**Dataset records**
━━━━━━━━━━━━━━━━━━━━━━━━━━━━━━
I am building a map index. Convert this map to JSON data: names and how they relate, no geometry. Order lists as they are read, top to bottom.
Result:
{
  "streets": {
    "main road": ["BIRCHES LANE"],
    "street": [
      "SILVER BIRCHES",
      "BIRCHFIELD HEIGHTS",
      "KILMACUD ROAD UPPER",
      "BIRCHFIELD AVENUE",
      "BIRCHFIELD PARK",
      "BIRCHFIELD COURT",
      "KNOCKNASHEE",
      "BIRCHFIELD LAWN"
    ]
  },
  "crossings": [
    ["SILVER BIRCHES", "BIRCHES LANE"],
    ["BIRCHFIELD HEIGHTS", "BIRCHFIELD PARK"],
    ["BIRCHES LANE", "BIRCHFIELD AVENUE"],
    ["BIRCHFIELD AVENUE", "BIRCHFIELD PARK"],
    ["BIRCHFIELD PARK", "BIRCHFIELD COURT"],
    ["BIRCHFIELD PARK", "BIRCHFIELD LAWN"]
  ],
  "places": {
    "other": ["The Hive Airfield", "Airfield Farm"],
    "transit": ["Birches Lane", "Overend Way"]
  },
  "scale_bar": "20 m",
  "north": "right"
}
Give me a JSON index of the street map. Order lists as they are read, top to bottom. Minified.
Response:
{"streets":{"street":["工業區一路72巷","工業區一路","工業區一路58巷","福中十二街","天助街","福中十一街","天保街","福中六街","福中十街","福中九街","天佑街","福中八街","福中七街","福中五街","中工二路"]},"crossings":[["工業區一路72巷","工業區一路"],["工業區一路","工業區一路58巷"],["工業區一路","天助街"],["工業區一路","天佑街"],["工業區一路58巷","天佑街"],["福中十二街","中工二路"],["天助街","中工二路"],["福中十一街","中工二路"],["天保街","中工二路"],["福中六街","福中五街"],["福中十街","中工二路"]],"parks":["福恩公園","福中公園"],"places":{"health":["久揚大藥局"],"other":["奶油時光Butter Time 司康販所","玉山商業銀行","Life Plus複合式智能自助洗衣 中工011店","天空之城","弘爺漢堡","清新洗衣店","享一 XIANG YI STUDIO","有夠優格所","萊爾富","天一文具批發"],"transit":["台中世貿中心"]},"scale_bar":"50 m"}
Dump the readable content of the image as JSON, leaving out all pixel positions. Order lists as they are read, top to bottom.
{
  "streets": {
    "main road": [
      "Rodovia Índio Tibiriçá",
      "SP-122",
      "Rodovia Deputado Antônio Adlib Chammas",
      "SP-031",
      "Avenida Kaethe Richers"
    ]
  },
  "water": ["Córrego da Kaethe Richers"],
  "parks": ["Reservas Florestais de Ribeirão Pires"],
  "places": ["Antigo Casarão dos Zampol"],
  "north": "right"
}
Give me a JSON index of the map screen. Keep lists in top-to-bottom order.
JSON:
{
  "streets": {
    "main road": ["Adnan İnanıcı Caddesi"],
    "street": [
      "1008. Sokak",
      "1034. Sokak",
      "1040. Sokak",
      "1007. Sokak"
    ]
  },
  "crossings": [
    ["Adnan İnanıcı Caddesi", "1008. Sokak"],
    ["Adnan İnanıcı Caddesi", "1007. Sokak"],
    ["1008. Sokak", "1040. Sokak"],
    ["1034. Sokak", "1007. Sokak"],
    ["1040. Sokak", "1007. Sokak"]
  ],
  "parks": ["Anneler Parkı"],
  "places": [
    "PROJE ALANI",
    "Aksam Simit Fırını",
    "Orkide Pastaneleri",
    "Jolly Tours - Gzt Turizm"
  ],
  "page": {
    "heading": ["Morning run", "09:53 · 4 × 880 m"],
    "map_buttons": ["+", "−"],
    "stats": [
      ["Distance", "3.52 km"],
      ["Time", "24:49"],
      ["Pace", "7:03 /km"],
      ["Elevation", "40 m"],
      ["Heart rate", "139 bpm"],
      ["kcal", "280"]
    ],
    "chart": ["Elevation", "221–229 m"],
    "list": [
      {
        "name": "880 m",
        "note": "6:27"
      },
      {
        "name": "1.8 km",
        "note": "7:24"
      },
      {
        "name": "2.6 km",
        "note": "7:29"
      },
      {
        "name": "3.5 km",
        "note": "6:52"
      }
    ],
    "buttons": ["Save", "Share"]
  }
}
━━━━━━━━━━━━━━━━━━━━━━━━━━━━━━
**Exercise aim**
Sift through the entries and copy every line with "index".

**Task response**
I am building a map index. Convert this map to JSON data: names and how they relate, no geometry. Order lists as they are read, top to bottom.
Give me a JSON index of the street map. Order lists as they are read, top to bottom. Minified.
Give me a JSON index of the map screen. Keep lists in top-to-bottom order.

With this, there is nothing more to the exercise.